_ACTION ITEM_: The answer must be every line from the entries below that contains "mark".

_DATASET EXTRACT_:

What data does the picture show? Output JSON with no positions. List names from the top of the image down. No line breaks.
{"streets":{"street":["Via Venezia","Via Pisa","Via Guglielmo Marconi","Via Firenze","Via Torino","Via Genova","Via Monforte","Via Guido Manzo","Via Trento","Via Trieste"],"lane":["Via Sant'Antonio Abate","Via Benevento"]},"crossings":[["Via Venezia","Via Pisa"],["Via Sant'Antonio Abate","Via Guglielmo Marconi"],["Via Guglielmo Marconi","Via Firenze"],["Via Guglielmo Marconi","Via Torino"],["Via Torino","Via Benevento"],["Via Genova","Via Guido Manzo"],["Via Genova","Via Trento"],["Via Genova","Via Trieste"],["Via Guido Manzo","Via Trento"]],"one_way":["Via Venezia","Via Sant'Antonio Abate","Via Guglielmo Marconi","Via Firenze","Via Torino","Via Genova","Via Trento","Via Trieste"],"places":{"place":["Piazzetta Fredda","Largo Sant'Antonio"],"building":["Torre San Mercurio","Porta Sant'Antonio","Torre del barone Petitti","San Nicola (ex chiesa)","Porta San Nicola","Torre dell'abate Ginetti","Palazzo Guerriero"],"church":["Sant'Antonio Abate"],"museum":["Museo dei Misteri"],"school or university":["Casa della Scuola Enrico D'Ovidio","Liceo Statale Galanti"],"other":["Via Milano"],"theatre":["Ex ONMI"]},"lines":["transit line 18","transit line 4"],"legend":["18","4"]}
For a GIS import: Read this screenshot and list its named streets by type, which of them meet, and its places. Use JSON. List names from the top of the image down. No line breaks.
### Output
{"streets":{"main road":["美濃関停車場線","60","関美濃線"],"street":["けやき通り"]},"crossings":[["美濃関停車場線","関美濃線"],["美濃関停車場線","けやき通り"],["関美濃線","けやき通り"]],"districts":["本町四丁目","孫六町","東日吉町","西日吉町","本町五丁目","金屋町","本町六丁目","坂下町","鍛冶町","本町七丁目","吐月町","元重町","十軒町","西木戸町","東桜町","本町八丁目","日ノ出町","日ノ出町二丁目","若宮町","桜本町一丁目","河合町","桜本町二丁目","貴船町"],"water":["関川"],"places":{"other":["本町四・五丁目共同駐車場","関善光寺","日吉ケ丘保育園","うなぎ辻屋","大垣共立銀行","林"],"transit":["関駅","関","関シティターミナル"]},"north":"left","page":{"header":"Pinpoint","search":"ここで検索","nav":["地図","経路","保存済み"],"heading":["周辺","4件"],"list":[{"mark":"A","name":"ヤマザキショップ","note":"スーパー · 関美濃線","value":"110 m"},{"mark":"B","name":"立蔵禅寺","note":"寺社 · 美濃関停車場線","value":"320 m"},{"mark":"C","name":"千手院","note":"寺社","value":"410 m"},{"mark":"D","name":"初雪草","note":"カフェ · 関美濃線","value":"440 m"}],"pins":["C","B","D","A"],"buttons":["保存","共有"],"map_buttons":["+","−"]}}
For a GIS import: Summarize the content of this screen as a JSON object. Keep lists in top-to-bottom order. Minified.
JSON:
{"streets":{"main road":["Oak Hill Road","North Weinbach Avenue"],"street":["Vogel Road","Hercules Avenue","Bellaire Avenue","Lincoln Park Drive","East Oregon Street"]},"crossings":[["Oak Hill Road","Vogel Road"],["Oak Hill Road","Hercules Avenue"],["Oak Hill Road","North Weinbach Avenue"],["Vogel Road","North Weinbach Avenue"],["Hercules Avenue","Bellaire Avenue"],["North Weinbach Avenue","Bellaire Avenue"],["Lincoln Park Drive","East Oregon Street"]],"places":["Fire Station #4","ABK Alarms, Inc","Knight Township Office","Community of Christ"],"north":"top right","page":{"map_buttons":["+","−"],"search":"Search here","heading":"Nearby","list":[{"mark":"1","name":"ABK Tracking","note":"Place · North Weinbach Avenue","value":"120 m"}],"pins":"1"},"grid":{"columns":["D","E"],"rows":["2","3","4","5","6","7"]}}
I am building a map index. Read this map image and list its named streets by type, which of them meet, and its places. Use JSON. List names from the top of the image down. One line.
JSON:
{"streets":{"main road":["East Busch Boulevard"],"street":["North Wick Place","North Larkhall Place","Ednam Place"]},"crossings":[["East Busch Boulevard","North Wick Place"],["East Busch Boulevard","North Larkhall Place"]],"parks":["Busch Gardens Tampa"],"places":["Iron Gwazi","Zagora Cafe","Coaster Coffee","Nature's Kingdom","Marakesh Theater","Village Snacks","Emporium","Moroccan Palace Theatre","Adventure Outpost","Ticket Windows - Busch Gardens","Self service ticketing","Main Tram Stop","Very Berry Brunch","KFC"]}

_PROBLEM SOLUTION_:
{"streets":{"main road":["美濃関停車場線","60","関美濃線"],"street":["けやき通り"]},"crossings":[["美濃関停車場線","関美濃線"],["美濃関停車場線","けやき通り"],["関美濃線","けやき通り"]],"districts":["本町四丁目","孫六町","東日吉町","西日吉町","本町五丁目","金屋町","本町六丁目","坂下町","鍛冶町","本町七丁目","吐月町","元重町","十軒町","西木戸町","東桜町","本町八丁目","日ノ出町","日ノ出町二丁目","若宮町","桜本町一丁目","河合町","桜本町二丁目","貴船町"],"water":["関川"],"places":{"other":["本町四・五丁目共同駐車場","関善光寺","日吉ケ丘保育園","うなぎ辻屋","大垣共立銀行","林"],"transit":["関駅","関","関シティターミナル"]},"north":"left","page":{"header":"Pinpoint","search":"ここで検索","nav":["地図","経路","保存済み"],"heading":["周辺","4件"],"list":[{"mark":"A","name":"ヤマザキショップ","note":"スーパー · 関美濃線","value":"110 m"},{"mark":"B","name":"立蔵禅寺","note":"寺社 · 美濃関停車場線","value":"320 m"},{"mark":"C","name":"千手院","note":"寺社","value":"410 m"},{"mark":"D","name":"初雪草","note":"カフェ · 関美濃線","value":"440 m"}],"pins":["C","B","D","A"],"buttons":["保存","共有"],"map_buttons":["+","−"]}}
{"streets":{"main road":["Oak Hill Road","North Weinbach Avenue"],"street":["Vogel Road","Hercules Avenue","Bellaire Avenue","Lincoln Park Drive","East Oregon Street"]},"crossings":[["Oak Hill Road","Vogel Road"],["Oak Hill Road","Hercules Avenue"],["Oak Hill Road","North Weinbach Avenue"],["Vogel Road","North Weinbach Avenue"],["Hercules Avenue","Bellaire Avenue"],["North Weinbach Avenue","Bellaire Avenue"],["Lincoln Park Drive","East Oregon Street"]],"places":["Fire Station #4","ABK Alarms, Inc","Knight Township Office","Community of Christ"],"north":"top right","page":{"map_buttons":["+","−"],"search":"Search here","heading":"Nearby","list":[{"mark":"1","name":"ABK Tracking","note":"Place · North Weinbach Avenue","value":"120 m"}],"pins":"1"},"grid":{"columns":["D","E"],"rows":["2","3","4","5","6","7"]}}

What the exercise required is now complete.